Task to complete: The number of lines in the entries below holding the word "evenodd" is all that is needed here.

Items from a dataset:
##########

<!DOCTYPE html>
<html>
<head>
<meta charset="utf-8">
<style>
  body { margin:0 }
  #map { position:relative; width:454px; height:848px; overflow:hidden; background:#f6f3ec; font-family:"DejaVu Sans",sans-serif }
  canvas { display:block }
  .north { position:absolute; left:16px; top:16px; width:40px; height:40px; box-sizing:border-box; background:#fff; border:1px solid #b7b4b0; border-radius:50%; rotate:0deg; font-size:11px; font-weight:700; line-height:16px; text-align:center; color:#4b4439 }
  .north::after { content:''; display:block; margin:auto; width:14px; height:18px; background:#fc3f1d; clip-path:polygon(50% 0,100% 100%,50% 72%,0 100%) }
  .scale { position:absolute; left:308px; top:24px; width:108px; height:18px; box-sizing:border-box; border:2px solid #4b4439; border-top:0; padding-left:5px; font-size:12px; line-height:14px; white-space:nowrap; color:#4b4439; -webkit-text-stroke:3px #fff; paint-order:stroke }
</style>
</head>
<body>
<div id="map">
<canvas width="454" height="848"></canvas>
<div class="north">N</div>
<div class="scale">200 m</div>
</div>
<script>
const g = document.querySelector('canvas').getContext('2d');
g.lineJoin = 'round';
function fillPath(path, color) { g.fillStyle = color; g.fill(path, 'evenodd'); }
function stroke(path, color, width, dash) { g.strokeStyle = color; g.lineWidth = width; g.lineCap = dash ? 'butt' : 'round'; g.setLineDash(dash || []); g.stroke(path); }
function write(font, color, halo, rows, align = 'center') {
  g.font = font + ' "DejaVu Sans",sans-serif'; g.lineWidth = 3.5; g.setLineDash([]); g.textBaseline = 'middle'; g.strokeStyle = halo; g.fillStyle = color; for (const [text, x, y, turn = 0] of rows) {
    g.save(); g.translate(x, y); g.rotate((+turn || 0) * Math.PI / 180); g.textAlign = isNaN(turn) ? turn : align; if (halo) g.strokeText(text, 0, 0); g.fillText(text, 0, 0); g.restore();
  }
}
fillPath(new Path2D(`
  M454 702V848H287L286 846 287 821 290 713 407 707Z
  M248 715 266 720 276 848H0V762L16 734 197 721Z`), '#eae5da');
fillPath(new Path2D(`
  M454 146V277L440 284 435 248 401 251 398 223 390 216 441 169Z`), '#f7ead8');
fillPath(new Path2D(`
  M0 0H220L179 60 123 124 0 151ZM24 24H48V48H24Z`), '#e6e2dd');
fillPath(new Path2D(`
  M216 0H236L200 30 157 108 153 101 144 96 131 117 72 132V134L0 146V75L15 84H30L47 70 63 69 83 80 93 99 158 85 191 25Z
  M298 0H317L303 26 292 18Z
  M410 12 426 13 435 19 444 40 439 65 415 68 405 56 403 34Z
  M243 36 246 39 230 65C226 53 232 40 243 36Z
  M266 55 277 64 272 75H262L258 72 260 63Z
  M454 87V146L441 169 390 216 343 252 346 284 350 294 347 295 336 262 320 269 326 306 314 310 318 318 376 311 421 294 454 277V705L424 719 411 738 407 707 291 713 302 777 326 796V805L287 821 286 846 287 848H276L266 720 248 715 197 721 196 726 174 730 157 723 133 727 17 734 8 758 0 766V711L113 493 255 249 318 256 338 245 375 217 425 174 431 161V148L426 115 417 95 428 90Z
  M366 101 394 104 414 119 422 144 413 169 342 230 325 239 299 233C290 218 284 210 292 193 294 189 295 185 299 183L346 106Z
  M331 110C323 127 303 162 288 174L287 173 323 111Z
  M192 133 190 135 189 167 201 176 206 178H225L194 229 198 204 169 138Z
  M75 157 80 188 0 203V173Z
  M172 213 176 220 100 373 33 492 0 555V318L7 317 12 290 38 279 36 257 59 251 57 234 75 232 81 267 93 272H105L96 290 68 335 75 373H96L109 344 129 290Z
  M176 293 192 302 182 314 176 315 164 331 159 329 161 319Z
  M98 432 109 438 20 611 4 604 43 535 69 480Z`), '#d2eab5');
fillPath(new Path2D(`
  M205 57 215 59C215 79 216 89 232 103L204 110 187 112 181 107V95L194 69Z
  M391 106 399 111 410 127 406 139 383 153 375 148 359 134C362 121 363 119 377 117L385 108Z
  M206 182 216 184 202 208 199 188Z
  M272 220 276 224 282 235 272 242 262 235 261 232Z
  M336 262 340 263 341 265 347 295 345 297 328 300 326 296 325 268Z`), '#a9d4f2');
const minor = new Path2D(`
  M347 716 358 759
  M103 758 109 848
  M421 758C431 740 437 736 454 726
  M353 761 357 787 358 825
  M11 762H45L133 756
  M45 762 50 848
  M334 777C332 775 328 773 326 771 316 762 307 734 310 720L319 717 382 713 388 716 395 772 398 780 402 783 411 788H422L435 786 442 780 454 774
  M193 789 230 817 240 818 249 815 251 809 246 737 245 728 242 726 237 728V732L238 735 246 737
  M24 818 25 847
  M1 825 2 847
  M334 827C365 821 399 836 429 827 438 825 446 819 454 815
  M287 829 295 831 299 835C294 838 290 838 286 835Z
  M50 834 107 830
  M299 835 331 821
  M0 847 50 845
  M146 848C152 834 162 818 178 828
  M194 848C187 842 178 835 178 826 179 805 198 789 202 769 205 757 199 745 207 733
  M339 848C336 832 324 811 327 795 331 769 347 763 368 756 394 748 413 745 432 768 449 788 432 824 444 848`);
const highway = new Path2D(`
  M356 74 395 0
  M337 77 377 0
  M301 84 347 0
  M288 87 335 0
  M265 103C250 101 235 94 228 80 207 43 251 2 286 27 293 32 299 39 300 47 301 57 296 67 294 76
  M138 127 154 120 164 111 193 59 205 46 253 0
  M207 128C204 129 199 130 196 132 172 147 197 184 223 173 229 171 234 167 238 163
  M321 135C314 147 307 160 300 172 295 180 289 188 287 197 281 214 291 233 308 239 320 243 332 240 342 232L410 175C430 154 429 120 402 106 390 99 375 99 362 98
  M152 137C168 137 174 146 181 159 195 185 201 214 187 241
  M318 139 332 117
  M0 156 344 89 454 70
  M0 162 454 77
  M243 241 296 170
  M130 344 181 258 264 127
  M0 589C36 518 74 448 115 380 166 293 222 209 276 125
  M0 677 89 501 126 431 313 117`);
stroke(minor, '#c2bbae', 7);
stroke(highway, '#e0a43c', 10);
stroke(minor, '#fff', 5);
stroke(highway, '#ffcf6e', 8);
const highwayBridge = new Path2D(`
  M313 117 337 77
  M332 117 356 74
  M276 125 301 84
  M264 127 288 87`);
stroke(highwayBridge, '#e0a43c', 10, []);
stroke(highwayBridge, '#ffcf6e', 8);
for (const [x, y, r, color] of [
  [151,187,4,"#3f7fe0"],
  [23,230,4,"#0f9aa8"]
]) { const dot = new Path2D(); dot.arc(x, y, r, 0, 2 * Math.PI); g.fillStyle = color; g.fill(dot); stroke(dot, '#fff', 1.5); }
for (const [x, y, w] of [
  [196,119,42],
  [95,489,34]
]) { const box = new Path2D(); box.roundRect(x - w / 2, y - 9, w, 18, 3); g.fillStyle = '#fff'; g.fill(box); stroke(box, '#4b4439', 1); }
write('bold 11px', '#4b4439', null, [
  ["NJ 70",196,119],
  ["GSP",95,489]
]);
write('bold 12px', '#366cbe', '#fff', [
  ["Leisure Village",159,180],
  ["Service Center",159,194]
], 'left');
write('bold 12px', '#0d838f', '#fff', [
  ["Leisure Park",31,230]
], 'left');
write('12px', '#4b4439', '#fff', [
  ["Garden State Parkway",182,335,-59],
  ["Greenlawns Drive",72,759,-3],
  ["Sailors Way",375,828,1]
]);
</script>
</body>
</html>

##########

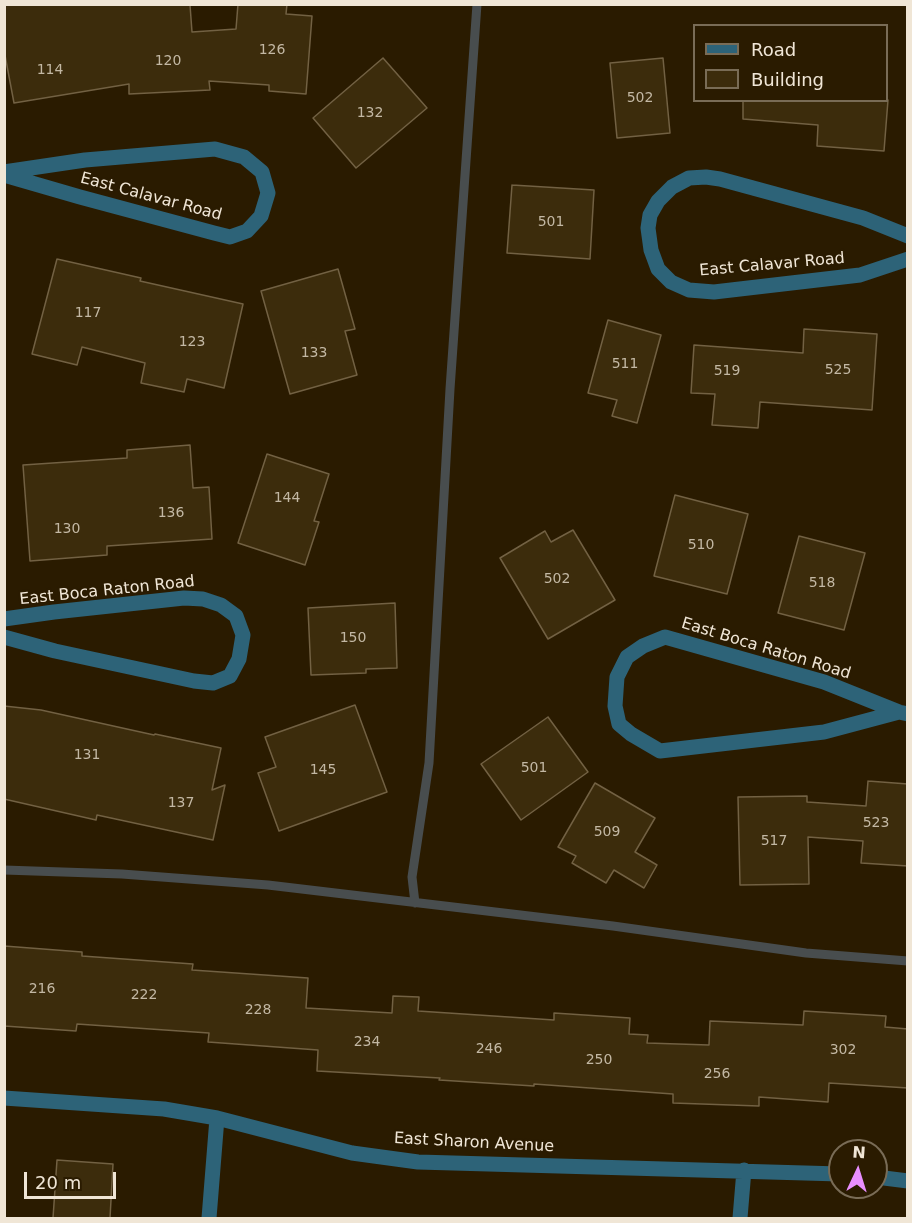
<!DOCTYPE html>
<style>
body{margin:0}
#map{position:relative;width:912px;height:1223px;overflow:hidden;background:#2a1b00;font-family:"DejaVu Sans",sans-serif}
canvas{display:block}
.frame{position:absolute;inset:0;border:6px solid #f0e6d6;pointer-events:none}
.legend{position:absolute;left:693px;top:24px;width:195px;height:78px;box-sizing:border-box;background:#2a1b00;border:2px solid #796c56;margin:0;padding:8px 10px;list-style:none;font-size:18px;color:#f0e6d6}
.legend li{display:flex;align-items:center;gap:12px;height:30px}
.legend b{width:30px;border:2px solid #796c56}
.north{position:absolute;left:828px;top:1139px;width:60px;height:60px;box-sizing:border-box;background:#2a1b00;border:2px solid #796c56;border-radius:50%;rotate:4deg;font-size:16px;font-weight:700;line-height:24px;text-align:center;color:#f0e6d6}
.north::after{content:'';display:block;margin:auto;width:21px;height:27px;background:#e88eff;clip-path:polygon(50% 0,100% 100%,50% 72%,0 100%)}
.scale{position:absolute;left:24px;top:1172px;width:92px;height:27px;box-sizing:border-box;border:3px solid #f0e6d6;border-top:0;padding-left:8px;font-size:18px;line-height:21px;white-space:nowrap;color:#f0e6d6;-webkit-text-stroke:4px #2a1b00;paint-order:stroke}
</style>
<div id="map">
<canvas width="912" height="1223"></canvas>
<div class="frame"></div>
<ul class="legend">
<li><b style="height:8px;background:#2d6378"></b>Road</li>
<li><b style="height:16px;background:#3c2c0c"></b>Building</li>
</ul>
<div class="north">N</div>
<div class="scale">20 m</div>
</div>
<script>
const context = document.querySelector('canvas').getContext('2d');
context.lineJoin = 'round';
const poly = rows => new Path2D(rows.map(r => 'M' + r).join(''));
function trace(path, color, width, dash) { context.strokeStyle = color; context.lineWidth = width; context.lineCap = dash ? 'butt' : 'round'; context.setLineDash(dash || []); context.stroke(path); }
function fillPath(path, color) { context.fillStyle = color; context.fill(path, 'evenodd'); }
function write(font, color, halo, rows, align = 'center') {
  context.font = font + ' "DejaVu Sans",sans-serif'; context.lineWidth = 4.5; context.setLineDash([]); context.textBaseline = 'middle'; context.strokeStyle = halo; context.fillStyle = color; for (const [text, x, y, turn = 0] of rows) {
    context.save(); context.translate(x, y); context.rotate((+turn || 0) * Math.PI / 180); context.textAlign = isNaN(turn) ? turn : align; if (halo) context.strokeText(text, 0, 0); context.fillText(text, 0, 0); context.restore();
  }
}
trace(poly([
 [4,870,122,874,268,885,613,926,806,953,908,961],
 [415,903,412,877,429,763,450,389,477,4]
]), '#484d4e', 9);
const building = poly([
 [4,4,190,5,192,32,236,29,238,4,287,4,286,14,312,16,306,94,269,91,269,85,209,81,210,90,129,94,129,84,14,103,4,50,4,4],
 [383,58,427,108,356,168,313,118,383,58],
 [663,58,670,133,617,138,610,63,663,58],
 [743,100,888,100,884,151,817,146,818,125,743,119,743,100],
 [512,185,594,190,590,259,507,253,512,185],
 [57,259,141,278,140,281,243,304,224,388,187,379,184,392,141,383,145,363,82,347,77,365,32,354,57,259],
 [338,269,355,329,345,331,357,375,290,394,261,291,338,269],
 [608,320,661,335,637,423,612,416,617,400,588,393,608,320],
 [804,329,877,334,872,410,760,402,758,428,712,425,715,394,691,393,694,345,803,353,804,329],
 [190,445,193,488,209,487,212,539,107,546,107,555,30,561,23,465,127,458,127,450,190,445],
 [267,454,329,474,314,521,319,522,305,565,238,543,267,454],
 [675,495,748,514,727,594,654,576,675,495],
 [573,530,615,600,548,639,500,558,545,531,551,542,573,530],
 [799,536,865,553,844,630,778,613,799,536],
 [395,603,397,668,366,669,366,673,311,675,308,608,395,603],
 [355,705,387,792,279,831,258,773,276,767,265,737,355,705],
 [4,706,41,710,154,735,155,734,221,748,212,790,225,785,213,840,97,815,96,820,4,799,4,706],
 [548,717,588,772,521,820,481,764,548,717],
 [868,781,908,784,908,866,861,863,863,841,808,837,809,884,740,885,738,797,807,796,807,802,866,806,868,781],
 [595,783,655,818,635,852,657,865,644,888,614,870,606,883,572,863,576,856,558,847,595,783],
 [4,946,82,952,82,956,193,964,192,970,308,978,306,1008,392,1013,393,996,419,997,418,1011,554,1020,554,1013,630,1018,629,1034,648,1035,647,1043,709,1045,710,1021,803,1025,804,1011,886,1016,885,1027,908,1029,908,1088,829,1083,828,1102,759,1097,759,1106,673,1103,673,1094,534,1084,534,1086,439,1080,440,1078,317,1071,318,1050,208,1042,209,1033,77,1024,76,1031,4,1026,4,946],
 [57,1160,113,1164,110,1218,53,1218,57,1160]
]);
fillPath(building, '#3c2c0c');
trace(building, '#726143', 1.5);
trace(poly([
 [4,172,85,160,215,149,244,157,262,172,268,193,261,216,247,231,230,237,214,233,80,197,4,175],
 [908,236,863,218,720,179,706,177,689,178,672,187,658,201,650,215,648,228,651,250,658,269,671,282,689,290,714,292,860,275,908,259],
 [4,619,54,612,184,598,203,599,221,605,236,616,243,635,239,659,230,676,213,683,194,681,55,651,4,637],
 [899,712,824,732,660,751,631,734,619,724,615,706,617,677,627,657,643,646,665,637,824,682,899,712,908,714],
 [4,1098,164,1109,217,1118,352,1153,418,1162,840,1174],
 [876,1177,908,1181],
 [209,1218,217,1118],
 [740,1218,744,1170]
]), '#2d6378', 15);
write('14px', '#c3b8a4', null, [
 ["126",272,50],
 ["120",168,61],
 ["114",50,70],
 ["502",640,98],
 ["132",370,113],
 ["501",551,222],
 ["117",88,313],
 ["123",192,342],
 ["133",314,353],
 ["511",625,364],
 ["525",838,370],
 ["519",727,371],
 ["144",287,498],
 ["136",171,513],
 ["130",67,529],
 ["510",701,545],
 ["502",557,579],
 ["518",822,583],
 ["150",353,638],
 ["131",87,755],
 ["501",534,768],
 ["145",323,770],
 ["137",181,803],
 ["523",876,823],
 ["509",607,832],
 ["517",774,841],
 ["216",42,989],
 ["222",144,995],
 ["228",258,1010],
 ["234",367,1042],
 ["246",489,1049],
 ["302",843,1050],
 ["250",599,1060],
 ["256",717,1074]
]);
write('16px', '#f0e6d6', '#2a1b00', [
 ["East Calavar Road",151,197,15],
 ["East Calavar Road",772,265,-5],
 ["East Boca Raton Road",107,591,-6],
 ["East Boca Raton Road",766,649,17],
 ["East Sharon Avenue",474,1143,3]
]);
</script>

##########

Answer for this exercise: 2